#### The problem:
Where does the string "left" appear? Copy every line of the entries below that holds it.

#### Materials provided:

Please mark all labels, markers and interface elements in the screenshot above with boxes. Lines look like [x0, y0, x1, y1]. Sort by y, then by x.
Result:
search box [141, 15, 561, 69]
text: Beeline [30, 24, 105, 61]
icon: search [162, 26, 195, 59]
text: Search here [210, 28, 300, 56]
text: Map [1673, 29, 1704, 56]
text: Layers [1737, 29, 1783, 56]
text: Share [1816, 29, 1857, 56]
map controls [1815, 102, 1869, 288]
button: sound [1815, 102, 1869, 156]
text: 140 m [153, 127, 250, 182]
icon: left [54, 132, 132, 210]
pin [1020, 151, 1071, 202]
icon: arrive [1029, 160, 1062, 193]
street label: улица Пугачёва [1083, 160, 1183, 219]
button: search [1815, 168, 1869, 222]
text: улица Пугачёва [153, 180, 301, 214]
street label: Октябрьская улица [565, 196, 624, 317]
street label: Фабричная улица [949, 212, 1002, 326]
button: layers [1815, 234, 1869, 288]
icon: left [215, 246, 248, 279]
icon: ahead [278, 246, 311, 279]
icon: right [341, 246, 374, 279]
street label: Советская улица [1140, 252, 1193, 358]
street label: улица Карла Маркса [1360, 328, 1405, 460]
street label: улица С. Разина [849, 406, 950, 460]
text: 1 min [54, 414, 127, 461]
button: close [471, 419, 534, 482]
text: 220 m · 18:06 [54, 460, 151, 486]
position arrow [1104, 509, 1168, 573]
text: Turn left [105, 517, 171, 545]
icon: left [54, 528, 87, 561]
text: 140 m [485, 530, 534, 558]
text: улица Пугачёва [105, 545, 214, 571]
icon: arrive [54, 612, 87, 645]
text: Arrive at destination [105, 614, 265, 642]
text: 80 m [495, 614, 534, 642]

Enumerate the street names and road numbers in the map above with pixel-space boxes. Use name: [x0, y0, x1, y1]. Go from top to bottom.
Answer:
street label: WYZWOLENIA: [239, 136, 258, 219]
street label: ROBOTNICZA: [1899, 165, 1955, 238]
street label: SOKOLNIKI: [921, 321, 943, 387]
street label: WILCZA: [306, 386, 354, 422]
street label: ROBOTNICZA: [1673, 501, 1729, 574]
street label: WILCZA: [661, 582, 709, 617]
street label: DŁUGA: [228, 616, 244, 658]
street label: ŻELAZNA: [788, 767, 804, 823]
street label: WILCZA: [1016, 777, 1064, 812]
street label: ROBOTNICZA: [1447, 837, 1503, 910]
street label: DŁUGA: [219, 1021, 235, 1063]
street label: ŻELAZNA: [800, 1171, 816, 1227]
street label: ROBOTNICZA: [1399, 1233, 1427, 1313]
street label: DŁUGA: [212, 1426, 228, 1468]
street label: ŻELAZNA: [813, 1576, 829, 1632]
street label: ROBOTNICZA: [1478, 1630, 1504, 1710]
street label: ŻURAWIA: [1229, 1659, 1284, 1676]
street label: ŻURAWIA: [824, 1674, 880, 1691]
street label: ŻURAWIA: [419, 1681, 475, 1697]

#### Expected output:
icon: left [54, 132, 132, 210]
icon: left [215, 246, 248, 279]
text: Turn left [105, 517, 171, 545]
icon: left [54, 528, 87, 561]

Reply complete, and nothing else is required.